- _Exercise brief_
An exact transcription of all the data is the expected reply.

- _Data section_
□ □ □ □ □

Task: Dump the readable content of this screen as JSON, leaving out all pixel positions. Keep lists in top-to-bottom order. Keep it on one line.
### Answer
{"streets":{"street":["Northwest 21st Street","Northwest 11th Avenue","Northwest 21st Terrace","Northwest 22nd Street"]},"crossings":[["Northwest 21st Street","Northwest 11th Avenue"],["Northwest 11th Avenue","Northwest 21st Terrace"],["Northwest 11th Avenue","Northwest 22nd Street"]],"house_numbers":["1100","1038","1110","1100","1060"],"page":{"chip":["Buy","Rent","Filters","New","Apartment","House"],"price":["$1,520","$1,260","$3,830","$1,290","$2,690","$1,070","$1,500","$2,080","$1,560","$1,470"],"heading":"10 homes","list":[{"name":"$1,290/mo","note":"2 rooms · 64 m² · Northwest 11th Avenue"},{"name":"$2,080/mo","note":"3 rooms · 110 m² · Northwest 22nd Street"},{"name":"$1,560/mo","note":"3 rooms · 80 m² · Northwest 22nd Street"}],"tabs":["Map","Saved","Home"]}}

□ □ □ □ □

- _Exercise answer_
Task: Dump the readable content of this screen as JSON, leaving out all pixel positions. Keep lists in top-to-bottom order. Keep it on one line.
### Answer
{"streets":{"street":["Northwest 21st Street","Northwest 11th Avenue","Northwest 21st Terrace","Northwest 22nd Street"]},"crossings":[["Northwest 21st Street","Northwest 11th Avenue"],["Northwest 11th Avenue","Northwest 21st Terrace"],["Northwest 11th Avenue","Northwest 22nd Street"]],"house_numbers":["1100","1038","1110","1100","1060"],"page":{"chip":["Buy","Rent","Filters","New","Apartment","House"],"price":["$1,520","$1,260","$3,830","$1,290","$2,690","$1,070","$1,500","$2,080","$1,560","$1,470"],"heading":"10 homes","list":[{"name":"$1,290/mo","note":"2 rooms · 64 m² · Northwest 11th Avenue"},{"name":"$2,080/mo","note":"3 rooms · 110 m² · Northwest 22nd Street"},{"name":"$1,560/mo","note":"3 rooms · 80 m² · Northwest 22nd Street"}],"tabs":["Map","Saved","Home"]}}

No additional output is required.